Platform comparison
| Platform | YES odds | NO odds | Fee | KYC | Settlement | |
|---|---|---|---|---|---|---|
PolyGram Pick polygram.ink |
0% | 100% | 0% (USDC on-chain) | No-KYC up to $1,500 | USDC, auto via UMA oracle | Open on PolyGram → |
Polymarket polymarket.com |
0% | 100% | 0% | Geo-blocked in US/UK/EU | USDC, on-chain | Open on PolyGram → |
Kalshi kalshi.com |
— | — | Up to 7% per trade | US-only, KYC required | USD | Open on PolyGram → |
Betfair Exchange betfair.com |
— | — | 2-5% commission | Full KYC from first trade | GBP / EUR | Open on PolyGram → |
Manifold Markets manifold.markets |
— | — | Play-money (mana) | None — play-money | Mana (no cash-out) | Open on PolyGram → |
Live odds for Polymarket-based markets come from the Polygon order book. Non-Polymarket venues show attributes only; clicking any row opens the market on PolyGram.
Active sub-markets
Market context
The underlying real-world event is the ongoing joint airstrike campaign by Israel and the United States against Iranian nuclear and military targets, which has intensified regional hostilities since 2025[2]. With direct diplomatic relations severed since the 1979 Islamic Revolution and recent escalations including missile strikes and assassinations, the current crowd-implied probability of zero per cent reflects the stark absence of any formal peace framework between the two states[2].

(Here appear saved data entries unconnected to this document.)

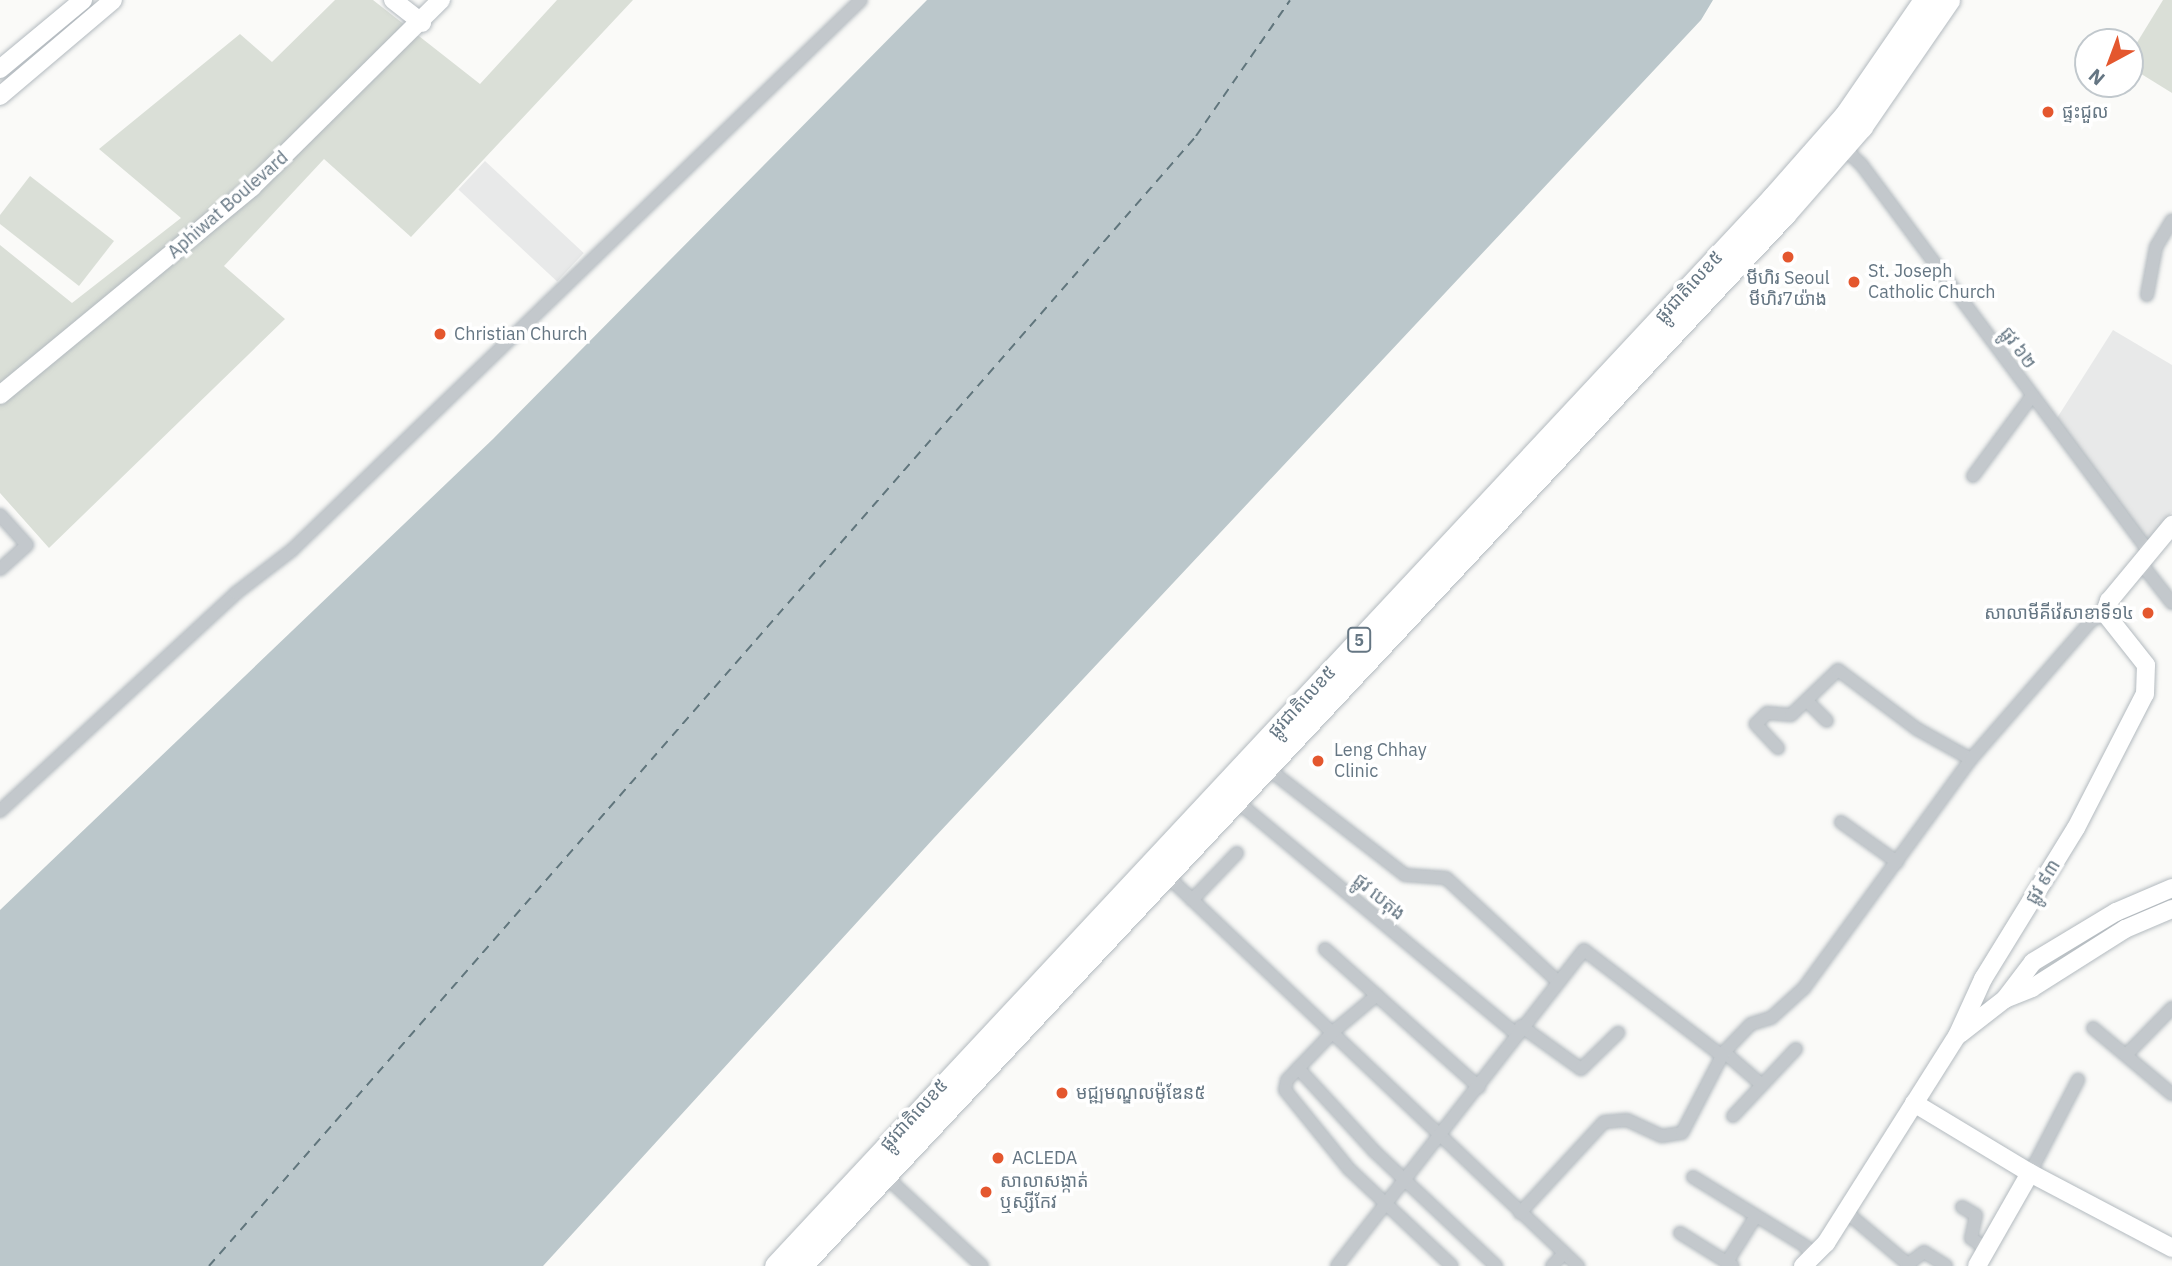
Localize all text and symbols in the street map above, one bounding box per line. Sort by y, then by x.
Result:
north arrow [2074,28,2144,98]
text: N [2083,64,2110,91]
place label: ផ្ទះជួល [2062,101,2109,123]
marker: ផ្ទះជួល [2040,104,2056,120]
street label: Aphiwat Boulevard [163,147,293,263]
street label: ផ្លូវជាតិលេខ៥ [1650,247,1728,327]
marker: មីហិរ Seoul មីហិរ7យ៉ាង [1780,249,1796,265]
place label: St. Joseph Catholic Church [1868,261,1996,304]
place label: មីហិរ Seoul មីហិរ7យ៉ាង [1746,268,1830,310]
marker: St. Joseph Catholic Church [1846,274,1862,290]
place label: Christian Church [454,323,587,345]
street label: ផ្លូវ ៦២ [1996,323,2040,373]
marker: Christian Church [432,326,448,342]
place label: សាលាមីគីវ៉េសាខាទី១៤ [1984,602,2134,624]
marker: សាលាមីគីវ៉េសាខាទី១៤ [2140,605,2156,621]
road number: 5 [1347,628,1371,652]
street label: ផ្លូវជាតិលេខ៥ [1263,662,1341,742]
place label: Leng Chhay Clinic [1334,740,1427,782]
marker: Leng Chhay Clinic [1308,751,1328,771]
street label: ផ្លូវ ៩៣ [2021,856,2065,908]
street label: ផ្លូវ បេតុង [1349,869,1409,925]
street label: ផ្លូវជាតិលេខ៥ [875,1075,953,1155]
place label: មជ្ឍមណ្ឌលម៉ូឌែន៥ [1076,1082,1206,1104]
marker: មជ្ឍមណ្ឌលម៉ូឌែន៥ [1054,1085,1070,1101]
place label: ACLEDA [1012,1147,1077,1169]
marker: ACLEDA [990,1150,1006,1166]
place label: សាលាសង្កាត់ ឬស្សីកែវ [1000,1171,1089,1214]
marker: សាលាសង្កាត់ ឬស្សីកែវ [978,1184,994,1200]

Historically, comparable cases such as the 2015 JCPOA or the recent June 2024 US-Iran memorandum of understanding demonstrate that even significant de-escalation deals rarely include Israel as a direct party, often limiting their scope to specific fronts like Lebanon rather than a bilateral Israel-Iran peace[1][4]. The recent US-Iran pact explicitly covers an immediate, permanent stop to military operations on all fronts, including the Israel-Hezbollah line, yet it remains a memorandum requiring sixty days of further negotiation before a final deal is approved by the UN Security Council, highlighting that even promising interim agreements are procedural steps rather than definitive peace treaties[1].
Programmatically, a trader should monitor scheduled announcements from the UN Security Council regarding the finalisation of the US-Iran deal and any sudden shifts in the joint airstrike campaign, as these are the primary dependencies for any potential peace catalyst[1][2]. Recent mediators have reported encouraging progress in Switzerland talks, with a focus on negotiating a lasting peace within two months, making the next round of US-Iran negotiations the critical schedule to watch for conditional order triggers[3]. The central sticking point remains Iran’s right to enrich uranium on its soil, a red line that has historically blocked comprehensive agreements, meaning any announcement resolving this specific issue would be the definitive signal for a peace deal[4].
Methodology
We track Israel x Iran permanent peace deal by 2026? on the five venues with material liquidity for prediction markets. Live odds come from the Polymarket Polygon order book — the only source that ships real-time data under an open licence. For Kalshi, Betfair and Manifold we list platform attributes (fee, KYC, settlement, payment) instead of fabricated odds, because their APIs use non-comparable contract definitions.
Resolution & payout
At resolution the UMA oracle takes over: a proposer posts the outcome with a bond, any token holder can dispute within two hours. Without dispute the result is accepted and the smart contract distributes USDC instantly.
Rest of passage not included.